Three journal pricing models

We used the 2004 Academic Libraries Survey (NCES 2007) to prepare a stratified random sample of 24 colleges and universities. Each selected institution represents all of the colleges and universities within a particular size range—that is, all those with a roughly equal number of library volumes. For example, one institution (Harvard University) was selected from among those universities with 12,792,001 to 15,392,000 library volumes. At the other end of the spectrum, one institution (Lakeshore Technical College) was selected from among those colleges with no more than 30,000 library volumes.

The conventional model.

Cost estimates for the conventional model were prepared for each of the 154 cell biology journals in the Science Citation Index (SCI; ISI 2006a).
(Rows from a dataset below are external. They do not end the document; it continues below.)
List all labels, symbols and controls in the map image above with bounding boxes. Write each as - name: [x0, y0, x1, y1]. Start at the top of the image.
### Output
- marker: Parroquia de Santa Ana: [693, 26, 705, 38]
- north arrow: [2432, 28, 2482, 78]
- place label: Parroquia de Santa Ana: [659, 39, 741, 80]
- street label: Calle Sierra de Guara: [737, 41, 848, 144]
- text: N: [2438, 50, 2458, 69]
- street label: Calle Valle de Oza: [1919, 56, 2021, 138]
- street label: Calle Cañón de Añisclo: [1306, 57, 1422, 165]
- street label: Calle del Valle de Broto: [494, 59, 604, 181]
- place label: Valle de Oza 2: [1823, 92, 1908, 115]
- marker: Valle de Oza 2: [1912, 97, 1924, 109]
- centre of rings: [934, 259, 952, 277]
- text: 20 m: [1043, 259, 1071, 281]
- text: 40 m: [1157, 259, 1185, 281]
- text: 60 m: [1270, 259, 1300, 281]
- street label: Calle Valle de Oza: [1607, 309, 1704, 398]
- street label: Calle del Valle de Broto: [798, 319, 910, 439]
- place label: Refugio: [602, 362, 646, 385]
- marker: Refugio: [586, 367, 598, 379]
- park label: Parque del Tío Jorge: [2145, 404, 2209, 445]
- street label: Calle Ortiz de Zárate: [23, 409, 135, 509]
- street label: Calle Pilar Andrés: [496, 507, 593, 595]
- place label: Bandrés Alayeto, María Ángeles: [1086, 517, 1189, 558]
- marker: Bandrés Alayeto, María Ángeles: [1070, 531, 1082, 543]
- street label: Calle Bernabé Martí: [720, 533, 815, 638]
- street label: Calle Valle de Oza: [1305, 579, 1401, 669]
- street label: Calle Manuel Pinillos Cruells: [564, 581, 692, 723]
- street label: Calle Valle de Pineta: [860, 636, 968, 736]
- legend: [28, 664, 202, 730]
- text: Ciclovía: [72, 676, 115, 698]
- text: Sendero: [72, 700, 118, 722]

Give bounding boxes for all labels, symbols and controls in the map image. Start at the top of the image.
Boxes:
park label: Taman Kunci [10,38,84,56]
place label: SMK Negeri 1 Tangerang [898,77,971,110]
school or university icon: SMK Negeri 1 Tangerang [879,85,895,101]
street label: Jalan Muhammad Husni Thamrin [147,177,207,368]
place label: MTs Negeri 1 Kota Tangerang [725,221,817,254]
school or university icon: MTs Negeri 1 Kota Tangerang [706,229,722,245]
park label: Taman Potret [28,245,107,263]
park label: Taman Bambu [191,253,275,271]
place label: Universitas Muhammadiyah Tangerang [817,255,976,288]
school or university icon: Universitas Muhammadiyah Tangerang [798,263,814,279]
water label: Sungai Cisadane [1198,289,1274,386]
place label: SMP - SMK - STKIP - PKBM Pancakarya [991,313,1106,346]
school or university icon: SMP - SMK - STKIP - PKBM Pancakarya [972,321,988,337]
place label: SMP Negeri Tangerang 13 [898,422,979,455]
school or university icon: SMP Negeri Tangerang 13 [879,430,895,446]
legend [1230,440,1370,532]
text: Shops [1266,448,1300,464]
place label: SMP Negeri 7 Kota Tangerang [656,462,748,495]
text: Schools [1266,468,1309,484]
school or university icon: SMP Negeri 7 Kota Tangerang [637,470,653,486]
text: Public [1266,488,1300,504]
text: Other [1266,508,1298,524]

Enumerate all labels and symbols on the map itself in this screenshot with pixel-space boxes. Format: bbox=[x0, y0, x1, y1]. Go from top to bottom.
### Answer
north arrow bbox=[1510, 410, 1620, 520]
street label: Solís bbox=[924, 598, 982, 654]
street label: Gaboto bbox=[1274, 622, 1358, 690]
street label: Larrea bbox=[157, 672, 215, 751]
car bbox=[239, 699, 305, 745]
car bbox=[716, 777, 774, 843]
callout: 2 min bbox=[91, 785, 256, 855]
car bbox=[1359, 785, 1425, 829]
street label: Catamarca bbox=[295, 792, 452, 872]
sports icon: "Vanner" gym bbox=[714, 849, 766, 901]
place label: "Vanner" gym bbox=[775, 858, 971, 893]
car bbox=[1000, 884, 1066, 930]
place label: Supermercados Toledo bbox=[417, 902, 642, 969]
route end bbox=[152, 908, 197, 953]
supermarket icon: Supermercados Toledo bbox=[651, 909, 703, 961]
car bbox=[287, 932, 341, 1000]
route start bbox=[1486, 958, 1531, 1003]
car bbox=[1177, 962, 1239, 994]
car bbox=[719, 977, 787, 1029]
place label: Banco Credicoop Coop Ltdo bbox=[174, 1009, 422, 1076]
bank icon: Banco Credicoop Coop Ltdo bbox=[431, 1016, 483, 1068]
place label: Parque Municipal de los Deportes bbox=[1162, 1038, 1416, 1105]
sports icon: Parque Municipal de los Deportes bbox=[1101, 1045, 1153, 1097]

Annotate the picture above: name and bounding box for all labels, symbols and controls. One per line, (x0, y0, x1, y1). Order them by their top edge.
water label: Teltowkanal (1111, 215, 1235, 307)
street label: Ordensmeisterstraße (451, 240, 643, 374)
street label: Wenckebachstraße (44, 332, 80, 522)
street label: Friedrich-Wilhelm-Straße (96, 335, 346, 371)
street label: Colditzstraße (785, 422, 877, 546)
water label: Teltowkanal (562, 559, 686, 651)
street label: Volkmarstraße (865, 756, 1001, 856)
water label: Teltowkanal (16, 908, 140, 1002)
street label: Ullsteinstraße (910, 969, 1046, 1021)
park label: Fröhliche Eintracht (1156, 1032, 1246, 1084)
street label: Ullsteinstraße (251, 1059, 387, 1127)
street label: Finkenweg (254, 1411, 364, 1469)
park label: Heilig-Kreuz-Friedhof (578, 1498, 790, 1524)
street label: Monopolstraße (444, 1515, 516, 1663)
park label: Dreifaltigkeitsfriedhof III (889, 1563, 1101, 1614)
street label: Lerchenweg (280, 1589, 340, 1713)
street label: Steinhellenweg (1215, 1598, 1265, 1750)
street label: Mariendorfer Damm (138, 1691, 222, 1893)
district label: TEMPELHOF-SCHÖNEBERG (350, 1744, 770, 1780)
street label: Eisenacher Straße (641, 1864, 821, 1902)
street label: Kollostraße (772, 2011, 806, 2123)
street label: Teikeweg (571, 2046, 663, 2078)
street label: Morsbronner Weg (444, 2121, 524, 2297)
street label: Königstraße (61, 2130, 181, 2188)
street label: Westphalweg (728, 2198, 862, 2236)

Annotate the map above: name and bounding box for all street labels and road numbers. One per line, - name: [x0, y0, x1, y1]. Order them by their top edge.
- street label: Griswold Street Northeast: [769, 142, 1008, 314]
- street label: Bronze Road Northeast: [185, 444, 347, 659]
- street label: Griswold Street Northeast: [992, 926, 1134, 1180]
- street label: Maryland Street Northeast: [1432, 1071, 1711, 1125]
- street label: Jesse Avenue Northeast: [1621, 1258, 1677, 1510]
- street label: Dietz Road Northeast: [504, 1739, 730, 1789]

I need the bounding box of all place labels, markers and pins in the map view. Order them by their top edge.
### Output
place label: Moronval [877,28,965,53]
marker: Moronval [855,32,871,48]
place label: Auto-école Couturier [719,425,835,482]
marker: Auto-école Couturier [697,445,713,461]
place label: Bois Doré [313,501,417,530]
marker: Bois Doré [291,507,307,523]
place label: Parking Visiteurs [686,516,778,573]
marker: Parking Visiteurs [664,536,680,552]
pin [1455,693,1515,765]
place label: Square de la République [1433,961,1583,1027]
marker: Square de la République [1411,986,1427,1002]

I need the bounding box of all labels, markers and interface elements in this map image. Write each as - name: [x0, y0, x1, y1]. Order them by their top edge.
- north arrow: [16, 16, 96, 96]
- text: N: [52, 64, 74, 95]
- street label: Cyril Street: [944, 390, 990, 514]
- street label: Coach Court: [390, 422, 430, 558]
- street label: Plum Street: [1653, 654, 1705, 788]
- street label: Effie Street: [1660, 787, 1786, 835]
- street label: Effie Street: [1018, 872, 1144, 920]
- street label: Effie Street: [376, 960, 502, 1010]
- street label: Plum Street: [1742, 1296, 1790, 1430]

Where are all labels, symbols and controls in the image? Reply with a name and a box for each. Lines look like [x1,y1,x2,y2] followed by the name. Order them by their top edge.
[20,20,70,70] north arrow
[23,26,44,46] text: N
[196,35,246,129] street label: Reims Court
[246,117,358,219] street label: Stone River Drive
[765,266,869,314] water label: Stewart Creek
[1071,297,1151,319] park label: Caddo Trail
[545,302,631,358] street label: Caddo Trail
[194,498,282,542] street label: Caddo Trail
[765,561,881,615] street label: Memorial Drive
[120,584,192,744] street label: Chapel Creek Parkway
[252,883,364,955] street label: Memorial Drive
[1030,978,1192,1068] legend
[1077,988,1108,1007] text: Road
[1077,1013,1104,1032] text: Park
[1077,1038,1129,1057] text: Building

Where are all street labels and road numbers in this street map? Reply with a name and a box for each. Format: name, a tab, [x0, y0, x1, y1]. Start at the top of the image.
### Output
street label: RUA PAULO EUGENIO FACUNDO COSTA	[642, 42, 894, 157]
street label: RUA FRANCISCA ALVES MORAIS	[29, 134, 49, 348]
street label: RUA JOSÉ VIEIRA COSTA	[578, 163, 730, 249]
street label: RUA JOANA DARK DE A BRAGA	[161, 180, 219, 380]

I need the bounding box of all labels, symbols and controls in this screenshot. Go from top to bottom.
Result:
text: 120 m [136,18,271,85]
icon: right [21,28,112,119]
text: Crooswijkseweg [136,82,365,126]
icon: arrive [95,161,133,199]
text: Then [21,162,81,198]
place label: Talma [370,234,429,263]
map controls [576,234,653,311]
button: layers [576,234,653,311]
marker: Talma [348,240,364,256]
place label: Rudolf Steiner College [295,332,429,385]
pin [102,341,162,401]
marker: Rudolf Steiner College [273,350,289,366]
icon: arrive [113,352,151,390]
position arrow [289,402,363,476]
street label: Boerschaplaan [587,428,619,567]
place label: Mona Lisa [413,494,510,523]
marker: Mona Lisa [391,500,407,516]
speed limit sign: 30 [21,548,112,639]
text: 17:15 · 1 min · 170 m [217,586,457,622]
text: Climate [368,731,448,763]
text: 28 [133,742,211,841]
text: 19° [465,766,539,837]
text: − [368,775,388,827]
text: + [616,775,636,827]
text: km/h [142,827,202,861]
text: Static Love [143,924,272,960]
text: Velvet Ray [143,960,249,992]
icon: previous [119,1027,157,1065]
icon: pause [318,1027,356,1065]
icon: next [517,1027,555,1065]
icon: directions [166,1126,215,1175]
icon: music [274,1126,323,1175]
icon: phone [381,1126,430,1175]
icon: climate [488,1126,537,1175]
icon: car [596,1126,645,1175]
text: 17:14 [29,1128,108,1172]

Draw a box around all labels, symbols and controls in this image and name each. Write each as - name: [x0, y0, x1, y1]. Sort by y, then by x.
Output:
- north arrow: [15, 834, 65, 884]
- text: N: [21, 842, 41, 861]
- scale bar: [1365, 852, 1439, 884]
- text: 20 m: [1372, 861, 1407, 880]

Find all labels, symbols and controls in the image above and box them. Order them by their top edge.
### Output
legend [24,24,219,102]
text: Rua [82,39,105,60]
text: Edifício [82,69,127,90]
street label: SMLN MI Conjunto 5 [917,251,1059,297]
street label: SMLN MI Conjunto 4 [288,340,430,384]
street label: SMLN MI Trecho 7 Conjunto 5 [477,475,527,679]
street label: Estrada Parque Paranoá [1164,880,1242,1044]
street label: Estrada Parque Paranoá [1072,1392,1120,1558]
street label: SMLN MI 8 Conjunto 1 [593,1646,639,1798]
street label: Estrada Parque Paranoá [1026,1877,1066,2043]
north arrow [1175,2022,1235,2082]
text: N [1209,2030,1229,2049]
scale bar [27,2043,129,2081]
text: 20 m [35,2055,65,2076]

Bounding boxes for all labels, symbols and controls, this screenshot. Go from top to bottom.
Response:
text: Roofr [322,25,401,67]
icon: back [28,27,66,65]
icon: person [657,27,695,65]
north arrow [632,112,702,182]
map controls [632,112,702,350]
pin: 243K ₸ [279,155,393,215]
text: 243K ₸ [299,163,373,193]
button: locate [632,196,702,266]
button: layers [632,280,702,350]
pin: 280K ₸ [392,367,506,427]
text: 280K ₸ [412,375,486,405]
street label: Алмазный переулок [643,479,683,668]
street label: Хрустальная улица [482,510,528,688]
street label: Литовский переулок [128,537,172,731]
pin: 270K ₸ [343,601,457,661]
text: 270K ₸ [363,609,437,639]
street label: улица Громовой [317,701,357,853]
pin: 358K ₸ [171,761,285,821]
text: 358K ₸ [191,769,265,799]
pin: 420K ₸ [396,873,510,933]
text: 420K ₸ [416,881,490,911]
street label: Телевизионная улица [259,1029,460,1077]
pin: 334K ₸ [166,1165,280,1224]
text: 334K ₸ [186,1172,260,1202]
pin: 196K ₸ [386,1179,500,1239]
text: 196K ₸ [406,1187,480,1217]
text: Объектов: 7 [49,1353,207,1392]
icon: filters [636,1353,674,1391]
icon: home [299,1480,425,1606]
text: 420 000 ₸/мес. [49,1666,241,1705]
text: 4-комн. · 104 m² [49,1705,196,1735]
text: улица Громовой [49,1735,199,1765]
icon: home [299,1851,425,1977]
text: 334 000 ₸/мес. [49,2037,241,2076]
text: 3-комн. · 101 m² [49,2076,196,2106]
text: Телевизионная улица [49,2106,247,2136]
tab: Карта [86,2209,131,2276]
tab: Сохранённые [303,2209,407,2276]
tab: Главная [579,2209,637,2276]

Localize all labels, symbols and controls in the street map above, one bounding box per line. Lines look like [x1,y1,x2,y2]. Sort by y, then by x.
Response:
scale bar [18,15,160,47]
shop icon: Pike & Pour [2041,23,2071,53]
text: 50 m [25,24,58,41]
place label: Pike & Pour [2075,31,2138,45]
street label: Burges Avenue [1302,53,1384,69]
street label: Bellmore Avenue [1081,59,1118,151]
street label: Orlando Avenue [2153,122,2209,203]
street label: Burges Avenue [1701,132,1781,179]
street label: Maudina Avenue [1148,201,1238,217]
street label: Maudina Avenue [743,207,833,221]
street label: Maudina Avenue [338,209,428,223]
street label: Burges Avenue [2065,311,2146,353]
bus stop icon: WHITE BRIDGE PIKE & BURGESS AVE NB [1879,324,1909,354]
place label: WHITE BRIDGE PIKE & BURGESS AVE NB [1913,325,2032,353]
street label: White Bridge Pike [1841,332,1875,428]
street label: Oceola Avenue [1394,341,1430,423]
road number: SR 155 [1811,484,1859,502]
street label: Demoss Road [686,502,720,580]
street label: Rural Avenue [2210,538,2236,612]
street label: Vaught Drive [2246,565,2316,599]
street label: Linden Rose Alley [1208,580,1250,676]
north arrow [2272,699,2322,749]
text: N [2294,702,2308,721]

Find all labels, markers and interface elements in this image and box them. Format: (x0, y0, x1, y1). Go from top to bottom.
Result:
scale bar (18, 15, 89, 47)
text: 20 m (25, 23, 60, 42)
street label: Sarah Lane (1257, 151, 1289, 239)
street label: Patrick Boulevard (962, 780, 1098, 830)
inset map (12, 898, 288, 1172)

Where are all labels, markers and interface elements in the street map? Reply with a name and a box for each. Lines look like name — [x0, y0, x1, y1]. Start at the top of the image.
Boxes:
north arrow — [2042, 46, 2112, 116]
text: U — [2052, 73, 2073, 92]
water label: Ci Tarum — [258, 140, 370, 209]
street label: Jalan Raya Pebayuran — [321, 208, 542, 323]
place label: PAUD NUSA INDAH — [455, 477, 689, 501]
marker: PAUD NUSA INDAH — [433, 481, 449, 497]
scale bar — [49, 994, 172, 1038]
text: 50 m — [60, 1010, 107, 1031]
Under the conventional model (the current subscription model), scientific journals have three primary sources of revenue from colleges and universities: subscriptions (print and online), page charges, and submission fees.

We began by searching the online library catalogs of the 24 institutions in the sample, noting which cell biology journals were accessible in print or online format at each institution. Journals accessible only after a delay of months or years were excluded. In calculating costs under the conventional model, we were interested only in those forms of access that resulted in subscription fees or other journal-related expenditures. Free online access to a journal after 12 months, for example, does not represent an expenditure on the part of the institution.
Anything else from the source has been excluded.